Is your RCA Effort Trigger Happy?

Mark A. Latino

Most work environments are reactive in nature. There is always more work to be done in a day then there is time to perform work. This is because of unexpected changes in the work environment that cause the workforce to respond immediately and without preparation to return their environment back to the status quo.

Because of this, some companies have elected to do root cause analysis on these unexpected events. When dealing from a reactive point of view, the management will initiate a trigger that will execute the performance of a root cause analysis based on vibration level, hours of downtime, financial impact, etc. Trigger placement is a GOOD and necessary first step.

The reason it is a good first step is because the natural progression is to first realize the facility is reactive to an excessive level. This discovery is usually through daily or weekly downtime reporting. Once it is determined there is a problem, measures to control the situation are implemented. Triggers are almost always the first response.

Some companies measure employee problem-solving performance based on a weighted system of problem types. The more times the problem reoccurs, the more points the employee accumulates and is then scored at the year's end. Other companies measure employee problem-solving performance by assigning 10 or 12 failure investigations to be completed by the end of each year.


Figure 1. Process flow diagram for a sulfuric acid plant.

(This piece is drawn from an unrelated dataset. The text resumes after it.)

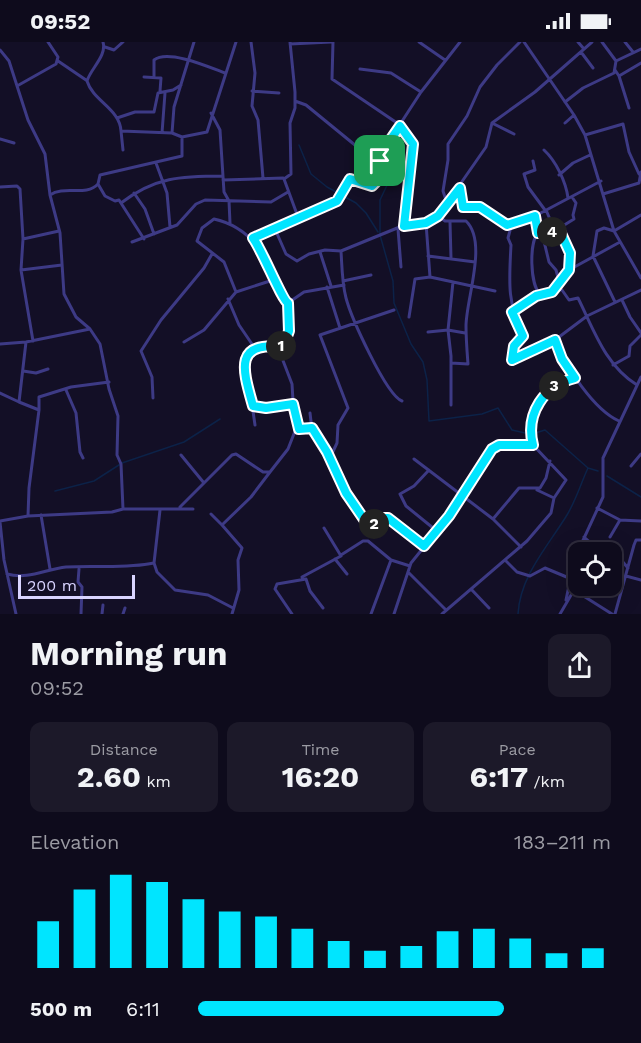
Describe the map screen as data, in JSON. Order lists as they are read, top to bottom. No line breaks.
{"scale_bar":"200 m","page":{"status":"09:52","pins":["4","1","3","2"],"scale":"200 m","heading":["Morning run","09:52"],"stats":[["Distance","2.60 km"],["Time","16:20"],["Pace","6:17 /km"]],"chart":["Elevation","183–211 m"],"list":[{"name":"500 m","note":"6:11"}]}}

All this effort is based on the activation of some undesired event. The events can range from an electrical fault shutting down an entire section of a facility to a critical pump breaking shafts every two months. Why wait for triggers to trip and incur downtime and asset damage? It is much more difficult to do root cause analysis when severe secondary damage is incurred. The fact is that triggers are a reactive means to control unscheduled events.

The natural progression from this new knowledge is to stop waiting for triggers to be activated and to get proactive. When this step is achieved, the facility can move to the next level, GREAT. This will also eliminate employee pressure to deliver scores for performance appraisals that may be done in haste to meet requirements.

Performing a failure modes and effects analysis (FMEA) is a way to replace triggers and inform management that the root cause analysis effort is based on sound monetary results. Each root cause analysis completed will have a predetermined value that has been identified using the FMEA. This is going from GOOD to GREAT.

Proaction is the insight to look at operating areas with a structured approach designed to uncover potential events that would cause a trigger to activate. This can be accomplished using FMEA. This is a term used often, but it means different things to different people. The common thread is this: FMEA provides focus and points to the opportunities that will deliver a premeasured improvement to a facility.

FMEA is a proactive approach to uncovering what you don't know about your operation. This is important because there is an assumption that we already know the identity of our manufacturing problems. This is, for the most part, not true.

Some may know what the worst problem is, but it is very likely that facilities don't know what the second-worst problem is or the third, fourth and so on. In many cases, we don't know what the problems are truly costing us because they have been below the radar and have become a part of doing business.


Figure 2. An example of a data collection worksheet.

An example of this would be a piece of equipment that makes a tangible good, such as a cigarette-making machine or paper-converting machine. This type of equipment can be turned on and off many times during a shift for various reasons.

Operators sometimes shut down equipment because of quality defects or run at reduced rates because the full capacity rate causes excessive startups and shutdowns, which in turn cause the operators to work harder than if the equipment was run at a reduced rate.

Let us use an example from the cigarette industry. This example could just as easily apply to making candy, bolts or paper clips. In the cigarette industry, there is an electronically generated downtime called a rod break. When this condition occurs, the operator responds by collecting the paper part of the cigarette rod and disposing it into the waste can.

The operator then returns the tobacco lost from the rod into the rework container, rethreads the cigarette paper and pushes the start button to return the equipment to the producing mode. This process takes the operator three to four minutes.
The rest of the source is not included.